▶ _Work instruction_: Each line in the records below, from the one that contains "64,1501 L 101,1609" to the one that contains "979,1201 L 988,1202", should be reproduced exactly, the first and last included.

▶ _Saved data entries_:
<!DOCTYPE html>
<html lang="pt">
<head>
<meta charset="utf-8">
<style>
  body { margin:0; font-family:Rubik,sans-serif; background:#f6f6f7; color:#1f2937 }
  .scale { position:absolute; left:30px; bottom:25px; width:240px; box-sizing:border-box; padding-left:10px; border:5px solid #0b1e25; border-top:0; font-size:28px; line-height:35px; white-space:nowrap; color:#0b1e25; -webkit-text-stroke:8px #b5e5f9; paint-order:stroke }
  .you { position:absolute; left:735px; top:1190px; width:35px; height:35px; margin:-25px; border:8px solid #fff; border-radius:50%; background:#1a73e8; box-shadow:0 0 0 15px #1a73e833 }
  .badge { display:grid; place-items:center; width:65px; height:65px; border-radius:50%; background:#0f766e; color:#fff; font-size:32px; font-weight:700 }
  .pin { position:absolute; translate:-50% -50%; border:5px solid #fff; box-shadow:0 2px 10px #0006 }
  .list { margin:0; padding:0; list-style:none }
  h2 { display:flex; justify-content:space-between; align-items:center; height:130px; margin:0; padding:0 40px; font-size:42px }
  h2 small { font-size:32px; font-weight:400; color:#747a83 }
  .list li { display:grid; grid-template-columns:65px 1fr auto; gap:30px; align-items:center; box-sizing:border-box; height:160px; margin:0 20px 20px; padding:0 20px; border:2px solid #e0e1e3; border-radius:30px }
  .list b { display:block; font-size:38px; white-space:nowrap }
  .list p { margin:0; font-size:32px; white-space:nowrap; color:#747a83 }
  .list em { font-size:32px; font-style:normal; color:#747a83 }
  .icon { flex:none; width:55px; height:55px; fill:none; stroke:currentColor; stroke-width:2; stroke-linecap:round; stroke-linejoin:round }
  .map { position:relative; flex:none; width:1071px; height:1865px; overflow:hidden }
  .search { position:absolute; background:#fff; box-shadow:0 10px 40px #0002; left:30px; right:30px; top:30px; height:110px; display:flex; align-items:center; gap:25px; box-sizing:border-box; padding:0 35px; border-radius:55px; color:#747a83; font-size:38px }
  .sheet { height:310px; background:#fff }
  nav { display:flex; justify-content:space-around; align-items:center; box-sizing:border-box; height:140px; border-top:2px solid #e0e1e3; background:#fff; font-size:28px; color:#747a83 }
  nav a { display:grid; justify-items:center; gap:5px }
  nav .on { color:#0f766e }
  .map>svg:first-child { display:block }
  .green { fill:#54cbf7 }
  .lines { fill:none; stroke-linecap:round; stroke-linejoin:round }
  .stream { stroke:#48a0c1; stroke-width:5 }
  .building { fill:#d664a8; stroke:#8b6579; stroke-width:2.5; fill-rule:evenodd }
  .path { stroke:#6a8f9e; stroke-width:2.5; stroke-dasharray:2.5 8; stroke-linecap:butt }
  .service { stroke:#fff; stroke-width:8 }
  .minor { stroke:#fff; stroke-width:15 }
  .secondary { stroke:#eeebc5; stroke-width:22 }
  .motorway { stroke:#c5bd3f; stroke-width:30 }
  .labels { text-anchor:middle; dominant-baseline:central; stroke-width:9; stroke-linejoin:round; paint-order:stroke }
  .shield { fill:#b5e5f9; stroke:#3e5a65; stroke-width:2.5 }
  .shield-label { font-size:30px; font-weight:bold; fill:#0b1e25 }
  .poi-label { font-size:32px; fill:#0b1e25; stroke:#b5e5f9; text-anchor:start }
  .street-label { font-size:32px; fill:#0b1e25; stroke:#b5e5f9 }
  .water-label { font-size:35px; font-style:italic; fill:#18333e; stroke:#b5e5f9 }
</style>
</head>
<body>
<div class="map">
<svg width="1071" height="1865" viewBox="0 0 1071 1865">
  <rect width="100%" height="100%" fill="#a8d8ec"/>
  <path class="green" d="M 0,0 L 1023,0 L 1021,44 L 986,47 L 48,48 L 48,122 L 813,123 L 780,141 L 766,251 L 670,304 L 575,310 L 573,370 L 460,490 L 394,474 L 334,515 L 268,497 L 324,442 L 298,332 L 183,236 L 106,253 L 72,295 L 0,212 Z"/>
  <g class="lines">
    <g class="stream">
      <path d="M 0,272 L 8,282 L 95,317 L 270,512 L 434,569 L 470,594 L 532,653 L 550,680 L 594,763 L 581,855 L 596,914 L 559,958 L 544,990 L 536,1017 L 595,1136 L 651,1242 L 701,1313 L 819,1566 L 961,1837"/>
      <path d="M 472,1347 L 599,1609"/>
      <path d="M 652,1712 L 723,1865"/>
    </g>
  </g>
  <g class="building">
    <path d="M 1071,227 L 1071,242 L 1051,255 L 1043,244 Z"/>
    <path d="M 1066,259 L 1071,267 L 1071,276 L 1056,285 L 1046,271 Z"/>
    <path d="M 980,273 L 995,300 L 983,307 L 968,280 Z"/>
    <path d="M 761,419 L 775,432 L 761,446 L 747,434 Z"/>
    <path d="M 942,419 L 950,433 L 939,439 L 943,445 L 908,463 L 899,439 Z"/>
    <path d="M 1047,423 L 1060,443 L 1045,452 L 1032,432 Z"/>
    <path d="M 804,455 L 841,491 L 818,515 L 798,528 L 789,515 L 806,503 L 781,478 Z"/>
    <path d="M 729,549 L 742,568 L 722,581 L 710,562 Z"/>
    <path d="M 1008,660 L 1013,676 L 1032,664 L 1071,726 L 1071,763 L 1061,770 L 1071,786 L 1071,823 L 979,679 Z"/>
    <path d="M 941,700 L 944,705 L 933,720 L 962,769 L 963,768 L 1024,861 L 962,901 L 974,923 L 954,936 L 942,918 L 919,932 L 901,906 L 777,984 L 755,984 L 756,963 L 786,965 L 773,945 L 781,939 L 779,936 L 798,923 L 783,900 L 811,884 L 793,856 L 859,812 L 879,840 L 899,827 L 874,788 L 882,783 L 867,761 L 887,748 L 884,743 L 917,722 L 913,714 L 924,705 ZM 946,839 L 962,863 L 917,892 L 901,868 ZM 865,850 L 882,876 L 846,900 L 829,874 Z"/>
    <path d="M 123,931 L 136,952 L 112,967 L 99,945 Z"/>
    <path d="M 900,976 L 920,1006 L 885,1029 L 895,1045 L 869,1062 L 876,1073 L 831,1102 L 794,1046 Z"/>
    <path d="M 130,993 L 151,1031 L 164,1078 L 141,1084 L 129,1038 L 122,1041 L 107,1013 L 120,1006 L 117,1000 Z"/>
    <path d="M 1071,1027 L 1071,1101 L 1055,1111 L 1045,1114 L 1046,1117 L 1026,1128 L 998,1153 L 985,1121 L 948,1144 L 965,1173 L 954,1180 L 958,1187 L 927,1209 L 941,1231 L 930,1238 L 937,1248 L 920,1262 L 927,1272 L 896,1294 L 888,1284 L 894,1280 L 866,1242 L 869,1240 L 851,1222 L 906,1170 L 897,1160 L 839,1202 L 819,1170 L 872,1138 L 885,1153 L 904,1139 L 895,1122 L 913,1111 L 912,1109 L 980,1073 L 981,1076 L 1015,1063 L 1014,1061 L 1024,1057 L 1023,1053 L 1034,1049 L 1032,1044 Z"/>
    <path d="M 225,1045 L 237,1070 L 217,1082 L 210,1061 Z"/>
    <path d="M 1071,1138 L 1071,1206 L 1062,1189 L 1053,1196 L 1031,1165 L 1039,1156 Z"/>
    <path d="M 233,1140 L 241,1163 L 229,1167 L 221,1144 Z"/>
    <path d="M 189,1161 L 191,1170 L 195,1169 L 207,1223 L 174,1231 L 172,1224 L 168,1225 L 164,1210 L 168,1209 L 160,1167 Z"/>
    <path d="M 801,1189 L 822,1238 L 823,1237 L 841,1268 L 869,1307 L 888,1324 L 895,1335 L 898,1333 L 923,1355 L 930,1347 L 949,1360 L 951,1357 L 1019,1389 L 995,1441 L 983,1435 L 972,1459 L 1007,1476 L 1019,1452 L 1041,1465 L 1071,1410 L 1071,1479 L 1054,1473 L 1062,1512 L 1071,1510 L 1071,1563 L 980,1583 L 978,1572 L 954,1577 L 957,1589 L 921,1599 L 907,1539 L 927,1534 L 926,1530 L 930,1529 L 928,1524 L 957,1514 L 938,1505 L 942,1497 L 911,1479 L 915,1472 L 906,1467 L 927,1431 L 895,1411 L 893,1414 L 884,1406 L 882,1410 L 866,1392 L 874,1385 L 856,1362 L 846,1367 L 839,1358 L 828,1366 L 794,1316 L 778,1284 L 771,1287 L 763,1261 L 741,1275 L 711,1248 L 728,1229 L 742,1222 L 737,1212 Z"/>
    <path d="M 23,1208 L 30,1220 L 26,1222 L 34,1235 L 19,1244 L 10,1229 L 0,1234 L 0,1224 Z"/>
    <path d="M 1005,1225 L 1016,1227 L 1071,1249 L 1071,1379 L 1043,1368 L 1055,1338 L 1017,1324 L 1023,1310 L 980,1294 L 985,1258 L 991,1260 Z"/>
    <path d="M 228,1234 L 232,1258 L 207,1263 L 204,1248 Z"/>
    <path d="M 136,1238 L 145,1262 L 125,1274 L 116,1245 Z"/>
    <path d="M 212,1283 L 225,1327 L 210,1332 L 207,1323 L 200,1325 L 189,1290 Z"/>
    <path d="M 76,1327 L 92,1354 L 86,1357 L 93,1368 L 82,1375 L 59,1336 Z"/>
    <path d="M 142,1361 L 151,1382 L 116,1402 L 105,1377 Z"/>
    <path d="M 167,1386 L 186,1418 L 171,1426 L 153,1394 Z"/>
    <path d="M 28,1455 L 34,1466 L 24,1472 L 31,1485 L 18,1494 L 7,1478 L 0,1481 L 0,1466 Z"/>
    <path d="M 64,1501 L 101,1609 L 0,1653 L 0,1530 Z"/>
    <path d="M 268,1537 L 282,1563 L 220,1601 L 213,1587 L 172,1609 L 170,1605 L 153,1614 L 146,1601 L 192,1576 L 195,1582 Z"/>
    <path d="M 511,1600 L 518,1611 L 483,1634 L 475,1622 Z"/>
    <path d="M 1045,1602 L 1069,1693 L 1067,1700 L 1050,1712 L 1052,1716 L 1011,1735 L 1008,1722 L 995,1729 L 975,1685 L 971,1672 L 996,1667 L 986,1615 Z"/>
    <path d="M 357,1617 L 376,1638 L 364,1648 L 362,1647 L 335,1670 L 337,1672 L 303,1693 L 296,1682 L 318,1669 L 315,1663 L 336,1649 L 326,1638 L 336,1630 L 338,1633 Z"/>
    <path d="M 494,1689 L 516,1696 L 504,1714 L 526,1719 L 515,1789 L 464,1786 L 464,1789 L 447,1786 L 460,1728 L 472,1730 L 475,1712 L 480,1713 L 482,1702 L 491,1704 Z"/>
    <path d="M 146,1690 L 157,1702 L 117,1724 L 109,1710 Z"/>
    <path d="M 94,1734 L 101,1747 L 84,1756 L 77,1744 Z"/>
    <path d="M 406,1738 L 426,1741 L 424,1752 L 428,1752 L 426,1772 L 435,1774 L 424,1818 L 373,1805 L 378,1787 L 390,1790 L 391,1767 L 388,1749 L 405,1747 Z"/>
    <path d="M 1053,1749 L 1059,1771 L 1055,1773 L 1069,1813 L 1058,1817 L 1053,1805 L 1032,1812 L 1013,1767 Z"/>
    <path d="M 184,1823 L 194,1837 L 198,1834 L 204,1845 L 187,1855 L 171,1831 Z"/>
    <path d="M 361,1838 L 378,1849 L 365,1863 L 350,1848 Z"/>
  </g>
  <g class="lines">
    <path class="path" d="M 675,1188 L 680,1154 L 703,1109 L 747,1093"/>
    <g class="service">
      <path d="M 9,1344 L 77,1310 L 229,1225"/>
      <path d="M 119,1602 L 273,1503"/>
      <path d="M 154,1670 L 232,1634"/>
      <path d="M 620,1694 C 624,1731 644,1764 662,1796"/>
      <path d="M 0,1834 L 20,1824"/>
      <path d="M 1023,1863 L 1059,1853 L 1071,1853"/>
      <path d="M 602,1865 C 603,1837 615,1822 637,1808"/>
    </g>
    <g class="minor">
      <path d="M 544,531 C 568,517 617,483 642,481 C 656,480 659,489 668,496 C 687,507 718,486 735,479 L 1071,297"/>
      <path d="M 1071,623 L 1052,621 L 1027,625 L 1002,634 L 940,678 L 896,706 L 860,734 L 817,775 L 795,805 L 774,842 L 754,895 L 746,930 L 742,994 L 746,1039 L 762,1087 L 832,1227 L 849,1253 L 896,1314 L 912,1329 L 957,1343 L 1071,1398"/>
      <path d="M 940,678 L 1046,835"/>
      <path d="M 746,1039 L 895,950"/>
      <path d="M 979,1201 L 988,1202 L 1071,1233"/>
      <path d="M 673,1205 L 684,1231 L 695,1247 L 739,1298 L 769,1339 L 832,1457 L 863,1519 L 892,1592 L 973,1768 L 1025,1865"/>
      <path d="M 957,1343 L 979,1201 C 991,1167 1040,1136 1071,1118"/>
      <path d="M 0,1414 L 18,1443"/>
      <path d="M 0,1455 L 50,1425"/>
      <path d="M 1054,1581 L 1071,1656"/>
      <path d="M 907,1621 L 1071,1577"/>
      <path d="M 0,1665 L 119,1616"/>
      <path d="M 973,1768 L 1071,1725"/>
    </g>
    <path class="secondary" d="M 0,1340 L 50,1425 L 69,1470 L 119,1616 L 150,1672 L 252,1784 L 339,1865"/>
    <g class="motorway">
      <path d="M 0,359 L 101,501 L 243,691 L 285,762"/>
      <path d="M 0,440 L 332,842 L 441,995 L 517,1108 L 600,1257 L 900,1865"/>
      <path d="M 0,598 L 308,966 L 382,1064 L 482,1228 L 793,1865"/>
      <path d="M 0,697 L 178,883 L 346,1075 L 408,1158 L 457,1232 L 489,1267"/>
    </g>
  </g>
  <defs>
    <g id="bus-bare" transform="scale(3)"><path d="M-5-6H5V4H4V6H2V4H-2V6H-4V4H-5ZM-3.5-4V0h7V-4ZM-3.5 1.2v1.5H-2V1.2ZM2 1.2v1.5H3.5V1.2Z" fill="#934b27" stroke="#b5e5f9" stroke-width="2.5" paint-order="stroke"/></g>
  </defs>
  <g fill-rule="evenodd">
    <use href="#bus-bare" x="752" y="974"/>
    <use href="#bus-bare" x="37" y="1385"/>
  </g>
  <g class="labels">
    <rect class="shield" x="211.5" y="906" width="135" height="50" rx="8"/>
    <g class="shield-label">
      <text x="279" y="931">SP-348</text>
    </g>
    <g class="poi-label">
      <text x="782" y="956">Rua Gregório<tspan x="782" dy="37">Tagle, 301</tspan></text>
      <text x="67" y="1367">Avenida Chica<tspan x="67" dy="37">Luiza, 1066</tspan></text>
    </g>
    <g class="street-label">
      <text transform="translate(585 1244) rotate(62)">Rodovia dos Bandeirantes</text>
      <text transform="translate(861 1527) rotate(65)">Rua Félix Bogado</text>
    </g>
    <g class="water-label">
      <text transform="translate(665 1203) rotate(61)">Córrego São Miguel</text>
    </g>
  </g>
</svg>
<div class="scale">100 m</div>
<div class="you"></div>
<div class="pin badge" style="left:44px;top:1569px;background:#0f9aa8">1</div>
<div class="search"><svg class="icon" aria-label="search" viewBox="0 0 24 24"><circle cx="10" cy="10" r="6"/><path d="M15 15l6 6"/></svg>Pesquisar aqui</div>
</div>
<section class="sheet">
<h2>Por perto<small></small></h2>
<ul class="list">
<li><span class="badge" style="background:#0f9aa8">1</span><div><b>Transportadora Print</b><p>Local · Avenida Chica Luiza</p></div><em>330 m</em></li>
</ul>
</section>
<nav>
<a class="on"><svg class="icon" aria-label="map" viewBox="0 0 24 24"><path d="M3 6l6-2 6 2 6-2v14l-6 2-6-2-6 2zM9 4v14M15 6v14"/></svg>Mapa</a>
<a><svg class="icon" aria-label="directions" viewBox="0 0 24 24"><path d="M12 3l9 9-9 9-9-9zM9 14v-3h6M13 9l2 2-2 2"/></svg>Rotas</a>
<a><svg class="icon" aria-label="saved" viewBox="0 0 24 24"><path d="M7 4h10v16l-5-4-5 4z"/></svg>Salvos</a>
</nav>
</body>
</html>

▶ _Result below_:
    <path d="M 64,1501 L 101,1609 L 0,1653 L 0,1530 Z"/>
    <path d="M 268,1537 L 282,1563 L 220,1601 L 213,1587 L 172,1609 L 170,1605 L 153,1614 L 146,1601 L 192,1576 L 195,1582 Z"/>
    <path d="M 511,1600 L 518,1611 L 483,1634 L 475,1622 Z"/>
    <path d="M 1045,1602 L 1069,1693 L 1067,1700 L 1050,1712 L 1052,1716 L 1011,1735 L 1008,1722 L 995,1729 L 975,1685 L 971,1672 L 996,1667 L 986,1615 Z"/>
    <path d="M 357,1617 L 376,1638 L 364,1648 L 362,1647 L 335,1670 L 337,1672 L 303,1693 L 296,1682 L 318,1669 L 315,1663 L 336,1649 L 326,1638 L 336,1630 L 338,1633 Z"/>
    <path d="M 494,1689 L 516,1696 L 504,1714 L 526,1719 L 515,1789 L 464,1786 L 464,1789 L 447,1786 L 460,1728 L 472,1730 L 475,1712 L 480,1713 L 482,1702 L 491,1704 Z"/>
    <path d="M 146,1690 L 157,1702 L 117,1724 L 109,1710 Z"/>
    <path d="M 94,1734 L 101,1747 L 84,1756 L 77,1744 Z"/>
    <path d="M 406,1738 L 426,1741 L 424,1752 L 428,1752 L 426,1772 L 435,1774 L 424,1818 L 373,1805 L 378,1787 L 390,1790 L 391,1767 L 388,1749 L 405,1747 Z"/>
    <path d="M 1053,1749 L 1059,1771 L 1055,1773 L 1069,1813 L 1058,1817 L 1053,1805 L 1032,1812 L 1013,1767 Z"/>
    <path d="M 184,1823 L 194,1837 L 198,1834 L 204,1845 L 187,1855 L 171,1831 Z"/>
    <path d="M 361,1838 L 378,1849 L 365,1863 L 350,1848 Z"/>
  </g>
  <g class="lines">
    <path class="path" d="M 675,1188 L 680,1154 L 703,1109 L 747,1093"/>
    <g class="service">
      <path d="M 9,1344 L 77,1310 L 229,1225"/>
      <path d="M 119,1602 L 273,1503"/>
      <path d="M 154,1670 L 232,1634"/>
      <path d="M 620,1694 C 624,1731 644,1764 662,1796"/>
      <path d="M 0,1834 L 20,1824"/>
      <path d="M 1023,1863 L 1059,1853 L 1071,1853"/>
      <path d="M 602,1865 C 603,1837 615,1822 637,1808"/>
    </g>
    <g class="minor">
      <path d="M 544,531 C 568,517 617,483 642,481 C 656,480 659,489 668,496 C 687,507 718,486 735,479 L 1071,297"/>
      <path d="M 1071,623 L 1052,621 L 1027,625 L 1002,634 L 940,678 L 896,706 L 860,734 L 817,775 L 795,805 L 774,842 L 754,895 L 746,930 L 742,994 L 746,1039 L 762,1087 L 832,1227 L 849,1253 L 896,1314 L 912,1329 L 957,1343 L 1071,1398"/>
      <path d="M 940,678 L 1046,835"/>
      <path d="M 746,1039 L 895,950"/>
      <path d="M 979,1201 L 988,1202 L 1071,1233"/>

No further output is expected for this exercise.